| PROBLEM TO WORK ON |
Copy the records below character for character.

| PROVIDED DATA |
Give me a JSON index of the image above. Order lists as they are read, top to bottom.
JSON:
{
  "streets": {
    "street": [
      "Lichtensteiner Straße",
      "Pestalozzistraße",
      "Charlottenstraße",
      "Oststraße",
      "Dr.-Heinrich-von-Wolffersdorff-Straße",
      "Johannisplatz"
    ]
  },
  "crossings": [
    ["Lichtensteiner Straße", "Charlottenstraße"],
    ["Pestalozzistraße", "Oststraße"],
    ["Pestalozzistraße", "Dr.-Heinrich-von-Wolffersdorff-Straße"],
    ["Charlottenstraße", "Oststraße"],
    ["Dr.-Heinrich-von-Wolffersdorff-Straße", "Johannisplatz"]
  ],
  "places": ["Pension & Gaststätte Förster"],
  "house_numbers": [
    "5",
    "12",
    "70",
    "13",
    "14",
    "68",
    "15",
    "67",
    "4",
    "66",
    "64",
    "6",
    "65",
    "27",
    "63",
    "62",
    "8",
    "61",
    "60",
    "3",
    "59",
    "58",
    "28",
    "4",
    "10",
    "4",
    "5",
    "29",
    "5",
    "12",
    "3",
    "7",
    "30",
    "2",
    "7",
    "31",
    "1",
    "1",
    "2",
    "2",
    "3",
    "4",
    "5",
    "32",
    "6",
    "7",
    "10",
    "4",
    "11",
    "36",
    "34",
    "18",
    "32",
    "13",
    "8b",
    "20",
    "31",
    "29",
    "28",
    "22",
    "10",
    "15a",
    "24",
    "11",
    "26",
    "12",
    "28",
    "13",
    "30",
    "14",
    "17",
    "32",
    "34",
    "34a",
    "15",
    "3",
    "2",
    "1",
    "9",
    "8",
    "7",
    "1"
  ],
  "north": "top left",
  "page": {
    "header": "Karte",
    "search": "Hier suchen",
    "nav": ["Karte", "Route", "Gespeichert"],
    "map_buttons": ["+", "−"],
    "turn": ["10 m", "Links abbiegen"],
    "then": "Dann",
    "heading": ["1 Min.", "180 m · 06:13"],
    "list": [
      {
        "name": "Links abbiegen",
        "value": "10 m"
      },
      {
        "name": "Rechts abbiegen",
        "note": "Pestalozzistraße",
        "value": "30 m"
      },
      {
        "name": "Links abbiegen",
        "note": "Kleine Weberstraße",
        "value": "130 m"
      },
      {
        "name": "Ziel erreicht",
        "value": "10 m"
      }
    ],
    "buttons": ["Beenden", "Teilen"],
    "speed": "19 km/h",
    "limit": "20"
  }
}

| COMPLETED EXERCISE |
Give me a JSON index of the image above. Order lists as they are read, top to bottom.
JSON:
{
  "streets": {
    "street": [
      "Lichtensteiner Straße",
      "Pestalozzistraße",
      "Charlottenstraße",
      "Oststraße",
      "Dr.-Heinrich-von-Wolffersdorff-Straße",
      "Johannisplatz"
    ]
  },
  "crossings": [
    ["Lichtensteiner Straße", "Charlottenstraße"],
    ["Pestalozzistraße", "Oststraße"],
    ["Pestalozzistraße", "Dr.-Heinrich-von-Wolffersdorff-Straße"],
    ["Charlottenstraße", "Oststraße"],
    ["Dr.-Heinrich-von-Wolffersdorff-Straße", "Johannisplatz"]
  ],
  "places": ["Pension & Gaststätte Förster"],
  "house_numbers": [
    "5",
    "12",
    "70",
    "13",
    "14",
    "68",
    "15",
    "67",
    "4",
    "66",
    "64",
    "6",
    "65",
    "27",
    "63",
    "62",
    "8",
    "61",
    "60",
    "3",
    "59",
    "58",
    "28",
    "4",
    "10",
    "4",
    "5",
    "29",
    "5",
    "12",
    "3",
    "7",
    "30",
    "2",
    "7",
    "31",
    "1",
    "1",
    "2",
    "2",
    "3",
    "4",
    "5",
    "32",
    "6",
    "7",
    "10",
    "4",
    "11",
    "36",
    "34",
    "18",
    "32",
    "13",
    "8b",
    "20",
    "31",
    "29",
    "28",
    "22",
    "10",
    "15a",
    "24",
    "11",
    "26",
    "12",
    "28",
    "13",
    "30",
    "14",
    "17",
    "32",
    "34",
    "34a",
    "15",
    "3",
    "2",
    "1",
    "9",
    "8",
    "7",
    "1"
  ],
  "north": "top left",
  "page": {
    "header": "Karte",
    "search": "Hier suchen",
    "nav": ["Karte", "Route", "Gespeichert"],
    "map_buttons": ["+", "−"],
    "turn": ["10 m", "Links abbiegen"],
    "then": "Dann",
    "heading": ["1 Min.", "180 m · 06:13"],
    "list": [
      {
        "name": "Links abbiegen",
        "value": "10 m"
      },
      {
        "name": "Rechts abbiegen",
        "note": "Pestalozzistraße",
        "value": "30 m"
      },
      {
        "name": "Links abbiegen",
        "note": "Kleine Weberstraße",
        "value": "130 m"
      },
      {
        "name": "Ziel erreicht",
        "value": "10 m"
      }
    ],
    "buttons": ["Beenden", "Teilen"],
    "speed": "19 km/h",
    "limit": "20"
  }
}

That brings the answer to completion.